Nonostante le lunghe e attente indagini sull’origine di questo teatro, non è ancora noto il nome del progettista. Si suppone sia opera di Pier Giacinto Terrachini (1853-1935), personalità eclettica e versatile cui si devono, tra gli altri, il grintoso piano urbanistico di Rio Saliceto, l’edificio del Comune, la sede della cooperativa Enologica riese e altri curiosi edifici a Correggio e San Martino in Rio. La sala, effettivamente, sembra rifletterne lo stile. Il restauro, pur non snaturandone le caratteristiche fondamentali, è stata radicale e per certi aspetti discutibile.
Sono stati rifatti in legno i pavimenti della platea e delle balconate, l’illuminazione originale costituita da semplici ma suggestive lampade in stile floreale di ferro battuto è stata ripristinata e integrata ove possibile, con l’integrazione di altri punti luce tramite moderne plafoniere. L’arcoscenico, di struttura e aspetto semplice, si presenta come unica decorazione due mensole con voluta sita ai due angoli in alto, mentre il palcoscenico è stato abbassato e ricostruito in legno per permettere una migliore visione dello spettacolo.
Sul soffitto della sala, leggermente voltato, manca il lampadario centrale e non riporta più traccia delle decorazioni originali (probabilmente angioletti dipinti). È stato quindi ridipinto con un effetto tromp-l’oeil in un tenue azzurro che rappresenta un cielo.
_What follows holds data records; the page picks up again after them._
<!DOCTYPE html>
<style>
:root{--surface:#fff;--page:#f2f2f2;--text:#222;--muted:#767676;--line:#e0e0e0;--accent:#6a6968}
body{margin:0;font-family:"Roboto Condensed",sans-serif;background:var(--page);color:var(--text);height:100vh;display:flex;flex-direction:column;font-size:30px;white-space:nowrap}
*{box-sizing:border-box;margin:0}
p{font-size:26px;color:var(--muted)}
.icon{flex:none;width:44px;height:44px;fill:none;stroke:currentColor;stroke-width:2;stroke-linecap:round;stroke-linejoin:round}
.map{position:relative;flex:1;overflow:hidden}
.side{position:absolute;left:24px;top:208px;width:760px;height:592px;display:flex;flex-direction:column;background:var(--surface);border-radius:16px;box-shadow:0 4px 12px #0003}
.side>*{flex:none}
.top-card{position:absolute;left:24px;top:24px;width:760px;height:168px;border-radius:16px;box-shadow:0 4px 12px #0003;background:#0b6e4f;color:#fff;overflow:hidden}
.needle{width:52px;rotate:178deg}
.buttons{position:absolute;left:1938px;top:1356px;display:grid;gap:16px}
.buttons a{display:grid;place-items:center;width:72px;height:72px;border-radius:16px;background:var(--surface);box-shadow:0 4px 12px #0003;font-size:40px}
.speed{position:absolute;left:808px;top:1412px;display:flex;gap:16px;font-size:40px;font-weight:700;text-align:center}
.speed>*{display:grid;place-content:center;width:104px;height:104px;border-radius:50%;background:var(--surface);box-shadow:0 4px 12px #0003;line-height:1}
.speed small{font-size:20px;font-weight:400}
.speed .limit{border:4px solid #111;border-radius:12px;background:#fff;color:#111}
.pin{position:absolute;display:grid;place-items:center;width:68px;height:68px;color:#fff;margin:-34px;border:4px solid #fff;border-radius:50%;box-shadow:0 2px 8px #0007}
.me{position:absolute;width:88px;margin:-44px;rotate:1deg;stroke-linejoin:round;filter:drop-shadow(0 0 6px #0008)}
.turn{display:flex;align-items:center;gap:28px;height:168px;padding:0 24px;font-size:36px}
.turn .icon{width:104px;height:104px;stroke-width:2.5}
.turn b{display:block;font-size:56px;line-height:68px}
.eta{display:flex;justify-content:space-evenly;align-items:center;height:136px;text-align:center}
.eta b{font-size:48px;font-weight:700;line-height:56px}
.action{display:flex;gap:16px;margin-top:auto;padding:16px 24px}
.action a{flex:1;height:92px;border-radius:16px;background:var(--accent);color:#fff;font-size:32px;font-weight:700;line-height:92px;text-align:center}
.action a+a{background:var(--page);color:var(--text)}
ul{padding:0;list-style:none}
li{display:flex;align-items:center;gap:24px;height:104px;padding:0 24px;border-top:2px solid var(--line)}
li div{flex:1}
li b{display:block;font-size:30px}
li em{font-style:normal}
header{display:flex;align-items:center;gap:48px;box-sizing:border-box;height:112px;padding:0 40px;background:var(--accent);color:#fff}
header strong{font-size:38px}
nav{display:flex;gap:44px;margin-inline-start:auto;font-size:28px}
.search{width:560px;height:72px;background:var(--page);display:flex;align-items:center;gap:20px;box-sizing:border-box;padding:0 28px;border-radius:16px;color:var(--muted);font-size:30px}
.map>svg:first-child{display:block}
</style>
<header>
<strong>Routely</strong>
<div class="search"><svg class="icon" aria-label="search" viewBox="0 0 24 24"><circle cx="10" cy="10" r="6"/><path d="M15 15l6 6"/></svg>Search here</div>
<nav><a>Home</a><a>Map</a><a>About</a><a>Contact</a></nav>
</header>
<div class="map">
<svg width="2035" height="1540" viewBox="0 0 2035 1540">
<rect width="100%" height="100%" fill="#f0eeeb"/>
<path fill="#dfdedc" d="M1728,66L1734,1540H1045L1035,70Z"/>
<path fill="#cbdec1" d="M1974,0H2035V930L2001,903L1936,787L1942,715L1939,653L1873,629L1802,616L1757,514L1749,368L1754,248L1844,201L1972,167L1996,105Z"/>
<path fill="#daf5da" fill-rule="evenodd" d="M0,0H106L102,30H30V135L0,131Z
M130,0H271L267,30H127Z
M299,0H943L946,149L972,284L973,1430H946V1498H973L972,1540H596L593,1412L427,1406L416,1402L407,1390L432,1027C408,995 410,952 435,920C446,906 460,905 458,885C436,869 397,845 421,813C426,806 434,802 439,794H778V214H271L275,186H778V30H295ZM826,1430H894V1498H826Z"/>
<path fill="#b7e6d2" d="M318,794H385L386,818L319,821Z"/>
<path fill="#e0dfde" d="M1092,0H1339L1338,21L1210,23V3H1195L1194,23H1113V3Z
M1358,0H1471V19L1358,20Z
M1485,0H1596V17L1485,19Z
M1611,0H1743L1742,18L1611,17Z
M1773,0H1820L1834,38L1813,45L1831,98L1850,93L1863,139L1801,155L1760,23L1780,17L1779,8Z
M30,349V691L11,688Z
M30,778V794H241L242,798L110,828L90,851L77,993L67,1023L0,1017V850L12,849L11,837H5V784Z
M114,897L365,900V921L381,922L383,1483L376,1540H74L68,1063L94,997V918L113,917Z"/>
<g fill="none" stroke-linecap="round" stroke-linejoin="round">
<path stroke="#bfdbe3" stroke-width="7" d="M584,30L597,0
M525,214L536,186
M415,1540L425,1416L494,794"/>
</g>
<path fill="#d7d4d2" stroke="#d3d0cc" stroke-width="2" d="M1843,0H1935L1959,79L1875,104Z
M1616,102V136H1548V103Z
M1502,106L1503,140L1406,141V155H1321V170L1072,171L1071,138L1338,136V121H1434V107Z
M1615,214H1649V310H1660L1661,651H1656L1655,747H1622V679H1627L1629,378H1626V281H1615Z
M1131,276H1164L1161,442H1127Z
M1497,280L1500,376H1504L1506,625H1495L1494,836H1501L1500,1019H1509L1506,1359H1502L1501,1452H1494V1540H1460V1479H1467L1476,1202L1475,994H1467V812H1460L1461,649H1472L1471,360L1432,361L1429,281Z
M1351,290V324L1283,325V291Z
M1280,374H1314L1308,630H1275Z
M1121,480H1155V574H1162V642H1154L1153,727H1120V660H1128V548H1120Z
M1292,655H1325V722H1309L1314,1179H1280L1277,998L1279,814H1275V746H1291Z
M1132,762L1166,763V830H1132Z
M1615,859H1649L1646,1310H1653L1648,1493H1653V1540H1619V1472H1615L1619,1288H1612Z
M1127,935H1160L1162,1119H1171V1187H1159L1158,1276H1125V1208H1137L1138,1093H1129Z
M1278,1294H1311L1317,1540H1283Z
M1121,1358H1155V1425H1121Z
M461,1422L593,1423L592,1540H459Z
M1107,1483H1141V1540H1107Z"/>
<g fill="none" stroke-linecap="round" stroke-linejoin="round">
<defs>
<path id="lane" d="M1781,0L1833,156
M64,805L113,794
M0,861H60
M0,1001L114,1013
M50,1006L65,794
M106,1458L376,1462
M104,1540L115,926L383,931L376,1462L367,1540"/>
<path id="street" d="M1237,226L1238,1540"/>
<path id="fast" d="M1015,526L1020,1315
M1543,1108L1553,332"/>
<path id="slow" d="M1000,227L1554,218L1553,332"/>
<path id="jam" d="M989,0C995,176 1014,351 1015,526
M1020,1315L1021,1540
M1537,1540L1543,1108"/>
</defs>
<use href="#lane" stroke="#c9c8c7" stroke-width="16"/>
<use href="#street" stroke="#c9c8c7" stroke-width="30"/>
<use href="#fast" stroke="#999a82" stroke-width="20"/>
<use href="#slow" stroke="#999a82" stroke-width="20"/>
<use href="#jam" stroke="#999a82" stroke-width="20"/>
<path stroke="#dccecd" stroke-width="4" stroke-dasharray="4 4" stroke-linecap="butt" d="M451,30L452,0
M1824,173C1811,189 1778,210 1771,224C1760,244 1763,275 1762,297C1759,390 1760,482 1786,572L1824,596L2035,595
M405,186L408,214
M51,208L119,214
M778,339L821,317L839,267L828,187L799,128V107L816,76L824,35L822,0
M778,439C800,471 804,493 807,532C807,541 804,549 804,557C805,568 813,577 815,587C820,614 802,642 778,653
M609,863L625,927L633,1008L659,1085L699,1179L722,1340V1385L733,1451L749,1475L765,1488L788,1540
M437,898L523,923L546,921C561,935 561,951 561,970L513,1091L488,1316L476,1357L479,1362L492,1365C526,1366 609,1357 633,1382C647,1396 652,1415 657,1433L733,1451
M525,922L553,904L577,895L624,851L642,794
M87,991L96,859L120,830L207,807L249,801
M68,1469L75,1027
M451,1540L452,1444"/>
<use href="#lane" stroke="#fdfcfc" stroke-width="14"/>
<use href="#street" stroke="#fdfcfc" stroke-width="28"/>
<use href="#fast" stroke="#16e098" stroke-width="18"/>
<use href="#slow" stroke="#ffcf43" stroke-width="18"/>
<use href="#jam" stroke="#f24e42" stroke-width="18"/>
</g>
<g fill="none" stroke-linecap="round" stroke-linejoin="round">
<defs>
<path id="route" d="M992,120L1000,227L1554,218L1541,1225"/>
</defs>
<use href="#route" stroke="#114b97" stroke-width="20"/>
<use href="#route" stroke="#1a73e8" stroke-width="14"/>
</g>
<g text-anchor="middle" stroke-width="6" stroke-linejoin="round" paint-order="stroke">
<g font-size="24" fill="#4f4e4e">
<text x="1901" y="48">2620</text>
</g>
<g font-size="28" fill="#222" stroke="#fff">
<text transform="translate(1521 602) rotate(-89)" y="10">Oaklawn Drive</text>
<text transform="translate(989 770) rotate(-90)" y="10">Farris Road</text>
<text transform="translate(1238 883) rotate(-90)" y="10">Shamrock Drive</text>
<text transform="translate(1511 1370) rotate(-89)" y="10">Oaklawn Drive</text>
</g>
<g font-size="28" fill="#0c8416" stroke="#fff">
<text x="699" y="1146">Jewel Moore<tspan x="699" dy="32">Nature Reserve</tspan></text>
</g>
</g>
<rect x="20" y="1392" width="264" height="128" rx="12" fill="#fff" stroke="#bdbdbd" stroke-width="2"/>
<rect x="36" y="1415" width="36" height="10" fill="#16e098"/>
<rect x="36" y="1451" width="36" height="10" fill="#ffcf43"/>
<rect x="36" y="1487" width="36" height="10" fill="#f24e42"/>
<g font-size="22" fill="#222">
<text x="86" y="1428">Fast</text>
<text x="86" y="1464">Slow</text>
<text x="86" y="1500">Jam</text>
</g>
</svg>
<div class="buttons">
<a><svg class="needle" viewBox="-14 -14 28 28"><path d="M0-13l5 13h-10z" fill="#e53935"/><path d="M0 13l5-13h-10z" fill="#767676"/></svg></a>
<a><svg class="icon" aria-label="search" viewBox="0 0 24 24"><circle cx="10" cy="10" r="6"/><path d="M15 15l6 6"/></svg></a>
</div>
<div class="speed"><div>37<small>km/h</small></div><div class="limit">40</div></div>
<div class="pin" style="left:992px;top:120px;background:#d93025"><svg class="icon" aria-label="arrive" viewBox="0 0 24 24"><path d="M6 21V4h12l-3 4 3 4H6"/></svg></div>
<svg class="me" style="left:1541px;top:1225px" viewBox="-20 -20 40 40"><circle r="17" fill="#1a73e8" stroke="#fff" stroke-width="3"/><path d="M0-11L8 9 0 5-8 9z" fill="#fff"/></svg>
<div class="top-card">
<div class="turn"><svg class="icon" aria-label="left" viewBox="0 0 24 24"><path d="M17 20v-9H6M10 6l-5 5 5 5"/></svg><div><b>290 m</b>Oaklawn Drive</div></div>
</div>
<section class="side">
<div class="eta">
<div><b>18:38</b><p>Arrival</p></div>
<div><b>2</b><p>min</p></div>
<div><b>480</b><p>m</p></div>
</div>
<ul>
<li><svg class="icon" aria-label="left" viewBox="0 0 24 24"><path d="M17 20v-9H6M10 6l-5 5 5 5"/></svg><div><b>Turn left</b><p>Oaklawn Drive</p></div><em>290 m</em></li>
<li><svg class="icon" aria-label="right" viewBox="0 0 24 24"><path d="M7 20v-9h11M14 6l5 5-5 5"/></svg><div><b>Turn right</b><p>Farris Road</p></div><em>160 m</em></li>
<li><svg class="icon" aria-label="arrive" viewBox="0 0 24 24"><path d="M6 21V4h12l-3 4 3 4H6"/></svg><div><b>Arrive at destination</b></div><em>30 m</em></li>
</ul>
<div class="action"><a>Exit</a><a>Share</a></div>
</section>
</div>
Dal soffitto delle balconate è stato eliminato l’intonaco e sono state messe a vista le pietre dei voltini. Sul fronte delle balconate, i cui ornamenti erano ormai molto sbiaditi, sono stati posizionati dei pannelli decorati dal pittore naif Luigi Pillitu. L’artista ha creato due nuovi ordini di segmenti con l’obiettivo di alternare figure dipinte di gusto fiabesco e ironico al pubblico reale. Su fondo nero ha pertanto rappresentato al primo ordine il direttore d’orchestra e i musicisti, mentre il secondo ordine spetta agli attori, ai giocolieri e ai clown. È rimasta intatta la cabina di regia e quella per le proiezioni cinematografiche, anche se non più in funzione.